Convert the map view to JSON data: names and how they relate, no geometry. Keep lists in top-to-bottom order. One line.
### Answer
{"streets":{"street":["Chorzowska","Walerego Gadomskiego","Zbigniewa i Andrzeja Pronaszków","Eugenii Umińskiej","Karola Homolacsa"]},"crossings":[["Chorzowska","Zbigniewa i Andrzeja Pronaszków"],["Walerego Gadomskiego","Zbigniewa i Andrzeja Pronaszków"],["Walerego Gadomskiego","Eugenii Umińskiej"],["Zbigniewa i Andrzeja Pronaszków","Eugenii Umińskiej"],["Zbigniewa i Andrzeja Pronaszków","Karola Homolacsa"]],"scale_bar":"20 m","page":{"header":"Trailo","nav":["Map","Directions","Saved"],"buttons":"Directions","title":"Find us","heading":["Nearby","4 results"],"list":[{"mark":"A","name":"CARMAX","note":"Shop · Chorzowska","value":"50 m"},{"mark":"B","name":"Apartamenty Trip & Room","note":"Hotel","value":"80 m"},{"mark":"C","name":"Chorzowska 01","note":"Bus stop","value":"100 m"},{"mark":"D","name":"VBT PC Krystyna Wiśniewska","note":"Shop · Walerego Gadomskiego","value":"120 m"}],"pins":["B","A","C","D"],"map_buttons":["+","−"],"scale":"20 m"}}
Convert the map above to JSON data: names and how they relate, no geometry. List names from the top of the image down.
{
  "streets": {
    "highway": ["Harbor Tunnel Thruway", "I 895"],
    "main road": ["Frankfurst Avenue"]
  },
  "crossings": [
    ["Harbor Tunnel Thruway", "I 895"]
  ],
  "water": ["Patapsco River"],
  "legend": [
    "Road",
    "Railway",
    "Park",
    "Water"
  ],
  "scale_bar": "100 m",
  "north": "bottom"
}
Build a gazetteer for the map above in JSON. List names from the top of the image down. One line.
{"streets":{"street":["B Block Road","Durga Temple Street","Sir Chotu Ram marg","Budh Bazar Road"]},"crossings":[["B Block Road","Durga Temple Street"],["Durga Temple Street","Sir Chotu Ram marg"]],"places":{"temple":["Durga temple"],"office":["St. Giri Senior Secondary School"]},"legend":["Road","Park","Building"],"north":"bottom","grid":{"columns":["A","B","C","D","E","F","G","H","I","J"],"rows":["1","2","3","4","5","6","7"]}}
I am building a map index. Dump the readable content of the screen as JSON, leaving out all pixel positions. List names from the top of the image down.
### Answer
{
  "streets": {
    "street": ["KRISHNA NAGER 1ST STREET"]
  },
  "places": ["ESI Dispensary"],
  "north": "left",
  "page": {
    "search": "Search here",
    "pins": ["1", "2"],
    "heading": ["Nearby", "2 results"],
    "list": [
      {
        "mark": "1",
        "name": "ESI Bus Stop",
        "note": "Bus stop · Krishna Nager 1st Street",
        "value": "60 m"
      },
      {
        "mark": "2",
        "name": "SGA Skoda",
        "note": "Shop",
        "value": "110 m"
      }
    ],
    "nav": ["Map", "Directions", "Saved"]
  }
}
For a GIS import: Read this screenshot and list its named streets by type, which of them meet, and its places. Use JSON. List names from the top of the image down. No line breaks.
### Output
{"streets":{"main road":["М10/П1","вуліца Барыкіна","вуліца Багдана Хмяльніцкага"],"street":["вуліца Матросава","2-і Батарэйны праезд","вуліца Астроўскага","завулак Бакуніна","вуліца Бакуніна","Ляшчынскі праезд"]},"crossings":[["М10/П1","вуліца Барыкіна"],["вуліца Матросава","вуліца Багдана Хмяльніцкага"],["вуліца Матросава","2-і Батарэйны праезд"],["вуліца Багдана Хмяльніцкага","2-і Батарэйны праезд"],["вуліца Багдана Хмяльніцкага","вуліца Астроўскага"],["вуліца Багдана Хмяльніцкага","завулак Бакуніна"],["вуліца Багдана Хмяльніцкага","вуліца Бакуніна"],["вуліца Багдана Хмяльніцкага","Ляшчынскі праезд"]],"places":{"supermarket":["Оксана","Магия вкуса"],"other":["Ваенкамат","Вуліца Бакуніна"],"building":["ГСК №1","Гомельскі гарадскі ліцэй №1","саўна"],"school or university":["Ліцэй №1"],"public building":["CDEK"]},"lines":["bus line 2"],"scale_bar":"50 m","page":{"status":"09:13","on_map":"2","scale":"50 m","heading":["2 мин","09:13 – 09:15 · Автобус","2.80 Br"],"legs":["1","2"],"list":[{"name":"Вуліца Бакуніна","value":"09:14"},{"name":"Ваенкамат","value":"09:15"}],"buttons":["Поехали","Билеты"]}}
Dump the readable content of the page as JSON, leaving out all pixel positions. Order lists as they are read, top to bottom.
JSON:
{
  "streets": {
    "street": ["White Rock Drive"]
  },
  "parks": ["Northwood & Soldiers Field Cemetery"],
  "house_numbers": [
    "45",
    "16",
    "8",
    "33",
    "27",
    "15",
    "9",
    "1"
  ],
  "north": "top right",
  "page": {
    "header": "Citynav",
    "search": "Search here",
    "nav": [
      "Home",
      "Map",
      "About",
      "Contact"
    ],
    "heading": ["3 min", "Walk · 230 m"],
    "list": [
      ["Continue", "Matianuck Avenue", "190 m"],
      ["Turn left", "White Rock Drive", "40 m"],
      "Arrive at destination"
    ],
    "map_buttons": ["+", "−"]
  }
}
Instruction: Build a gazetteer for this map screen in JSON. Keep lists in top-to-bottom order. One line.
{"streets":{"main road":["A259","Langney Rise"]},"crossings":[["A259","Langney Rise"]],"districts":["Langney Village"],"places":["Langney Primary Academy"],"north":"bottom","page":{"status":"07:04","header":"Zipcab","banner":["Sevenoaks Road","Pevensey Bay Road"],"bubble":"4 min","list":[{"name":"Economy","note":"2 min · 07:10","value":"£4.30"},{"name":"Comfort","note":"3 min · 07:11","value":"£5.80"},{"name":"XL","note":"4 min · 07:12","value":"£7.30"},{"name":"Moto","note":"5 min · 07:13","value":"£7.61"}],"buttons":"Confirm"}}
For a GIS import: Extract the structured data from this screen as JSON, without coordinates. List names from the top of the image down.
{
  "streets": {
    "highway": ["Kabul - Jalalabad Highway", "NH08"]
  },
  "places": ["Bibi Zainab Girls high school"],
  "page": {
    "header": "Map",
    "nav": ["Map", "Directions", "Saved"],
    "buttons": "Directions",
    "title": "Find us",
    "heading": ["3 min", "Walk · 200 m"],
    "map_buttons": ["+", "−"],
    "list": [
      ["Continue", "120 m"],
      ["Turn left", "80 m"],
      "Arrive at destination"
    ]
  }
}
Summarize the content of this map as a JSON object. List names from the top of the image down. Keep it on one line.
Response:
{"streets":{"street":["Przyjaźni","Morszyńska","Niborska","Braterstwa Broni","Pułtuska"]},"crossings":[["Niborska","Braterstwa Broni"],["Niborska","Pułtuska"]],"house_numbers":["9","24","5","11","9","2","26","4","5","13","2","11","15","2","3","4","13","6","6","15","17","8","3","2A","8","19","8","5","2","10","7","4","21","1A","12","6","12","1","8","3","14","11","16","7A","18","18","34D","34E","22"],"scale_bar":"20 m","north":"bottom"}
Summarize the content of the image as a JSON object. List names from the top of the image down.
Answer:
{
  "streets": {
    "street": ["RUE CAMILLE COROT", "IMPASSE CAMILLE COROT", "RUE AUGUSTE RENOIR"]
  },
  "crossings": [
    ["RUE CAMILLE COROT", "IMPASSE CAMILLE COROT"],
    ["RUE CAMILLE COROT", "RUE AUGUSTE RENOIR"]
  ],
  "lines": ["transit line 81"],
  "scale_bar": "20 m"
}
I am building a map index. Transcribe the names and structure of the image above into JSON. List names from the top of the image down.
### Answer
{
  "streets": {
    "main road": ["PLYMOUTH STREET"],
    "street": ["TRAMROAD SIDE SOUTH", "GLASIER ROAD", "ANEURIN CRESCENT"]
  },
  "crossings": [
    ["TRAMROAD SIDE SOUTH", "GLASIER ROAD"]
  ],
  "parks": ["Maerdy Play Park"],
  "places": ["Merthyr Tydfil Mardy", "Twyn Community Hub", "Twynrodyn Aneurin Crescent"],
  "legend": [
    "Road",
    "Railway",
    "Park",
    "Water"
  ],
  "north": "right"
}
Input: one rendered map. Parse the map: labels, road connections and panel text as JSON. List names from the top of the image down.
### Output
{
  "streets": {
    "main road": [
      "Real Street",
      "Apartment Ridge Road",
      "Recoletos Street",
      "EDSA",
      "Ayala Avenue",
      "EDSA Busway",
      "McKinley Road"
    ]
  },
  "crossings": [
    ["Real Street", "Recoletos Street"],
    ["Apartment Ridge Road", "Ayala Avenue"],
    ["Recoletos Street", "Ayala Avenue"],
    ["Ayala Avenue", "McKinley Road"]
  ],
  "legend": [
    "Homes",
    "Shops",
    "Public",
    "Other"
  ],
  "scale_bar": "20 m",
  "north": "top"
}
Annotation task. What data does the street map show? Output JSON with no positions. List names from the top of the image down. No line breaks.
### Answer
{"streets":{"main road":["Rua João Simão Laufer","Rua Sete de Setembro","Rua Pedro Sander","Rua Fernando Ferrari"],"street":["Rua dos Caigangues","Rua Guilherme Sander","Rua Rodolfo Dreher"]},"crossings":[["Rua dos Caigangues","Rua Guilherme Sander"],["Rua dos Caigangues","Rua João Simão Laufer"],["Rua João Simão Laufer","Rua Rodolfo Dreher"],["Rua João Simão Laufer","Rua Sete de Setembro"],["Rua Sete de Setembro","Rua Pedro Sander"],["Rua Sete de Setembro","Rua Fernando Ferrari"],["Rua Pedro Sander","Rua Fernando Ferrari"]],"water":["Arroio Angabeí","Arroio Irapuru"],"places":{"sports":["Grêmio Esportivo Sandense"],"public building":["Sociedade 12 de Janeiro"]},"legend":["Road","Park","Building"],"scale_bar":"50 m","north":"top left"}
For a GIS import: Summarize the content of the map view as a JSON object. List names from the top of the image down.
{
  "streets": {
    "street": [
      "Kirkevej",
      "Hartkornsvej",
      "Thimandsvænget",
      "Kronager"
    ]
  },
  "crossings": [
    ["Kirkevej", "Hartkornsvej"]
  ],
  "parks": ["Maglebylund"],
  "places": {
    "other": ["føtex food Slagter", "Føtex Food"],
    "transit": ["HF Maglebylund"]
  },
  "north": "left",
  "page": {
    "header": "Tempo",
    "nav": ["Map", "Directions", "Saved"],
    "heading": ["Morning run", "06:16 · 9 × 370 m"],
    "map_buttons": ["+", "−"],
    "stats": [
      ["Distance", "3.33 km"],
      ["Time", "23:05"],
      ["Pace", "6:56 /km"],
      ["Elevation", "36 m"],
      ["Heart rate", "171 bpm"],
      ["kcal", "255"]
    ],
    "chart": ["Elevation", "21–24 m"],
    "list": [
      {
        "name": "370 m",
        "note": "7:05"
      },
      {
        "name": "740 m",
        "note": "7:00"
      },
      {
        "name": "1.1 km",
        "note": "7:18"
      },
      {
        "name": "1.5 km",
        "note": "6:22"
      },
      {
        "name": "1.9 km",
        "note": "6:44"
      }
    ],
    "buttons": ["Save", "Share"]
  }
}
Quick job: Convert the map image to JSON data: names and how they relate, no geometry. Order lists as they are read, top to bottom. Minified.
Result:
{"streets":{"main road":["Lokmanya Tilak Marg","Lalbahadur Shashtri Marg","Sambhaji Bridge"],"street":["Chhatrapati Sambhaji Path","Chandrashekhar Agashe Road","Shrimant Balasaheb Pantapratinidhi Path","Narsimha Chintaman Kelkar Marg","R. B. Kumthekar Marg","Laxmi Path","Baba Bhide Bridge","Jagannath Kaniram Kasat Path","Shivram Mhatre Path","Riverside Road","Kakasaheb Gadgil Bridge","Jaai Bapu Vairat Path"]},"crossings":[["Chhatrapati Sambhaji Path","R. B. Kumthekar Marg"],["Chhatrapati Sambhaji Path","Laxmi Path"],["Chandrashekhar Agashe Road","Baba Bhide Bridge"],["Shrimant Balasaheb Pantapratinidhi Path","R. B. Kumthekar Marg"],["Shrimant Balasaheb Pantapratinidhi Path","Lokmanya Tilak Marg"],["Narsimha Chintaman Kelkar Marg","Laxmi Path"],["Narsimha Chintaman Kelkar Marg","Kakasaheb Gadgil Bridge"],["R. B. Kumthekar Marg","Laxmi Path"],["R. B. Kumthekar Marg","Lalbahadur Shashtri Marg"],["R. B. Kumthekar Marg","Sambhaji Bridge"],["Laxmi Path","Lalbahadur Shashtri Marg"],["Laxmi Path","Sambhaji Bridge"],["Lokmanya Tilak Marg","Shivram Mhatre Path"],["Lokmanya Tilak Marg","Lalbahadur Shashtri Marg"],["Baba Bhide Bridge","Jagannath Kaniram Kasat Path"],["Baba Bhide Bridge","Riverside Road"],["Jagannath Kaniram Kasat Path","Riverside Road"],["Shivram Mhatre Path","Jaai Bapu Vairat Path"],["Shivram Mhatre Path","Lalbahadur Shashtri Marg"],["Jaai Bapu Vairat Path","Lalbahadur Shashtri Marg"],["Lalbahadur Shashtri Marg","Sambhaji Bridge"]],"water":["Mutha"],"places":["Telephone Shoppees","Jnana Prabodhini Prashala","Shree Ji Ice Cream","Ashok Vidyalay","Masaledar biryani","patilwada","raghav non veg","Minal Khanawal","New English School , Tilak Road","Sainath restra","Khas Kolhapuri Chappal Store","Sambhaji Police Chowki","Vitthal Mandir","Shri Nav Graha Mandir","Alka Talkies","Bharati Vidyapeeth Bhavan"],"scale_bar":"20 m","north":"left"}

-------

_WORK REQUIRED_: For the word "Dump", state the number of lines in the listing that contain it and nothing further.

_ANSWER AREA_: 2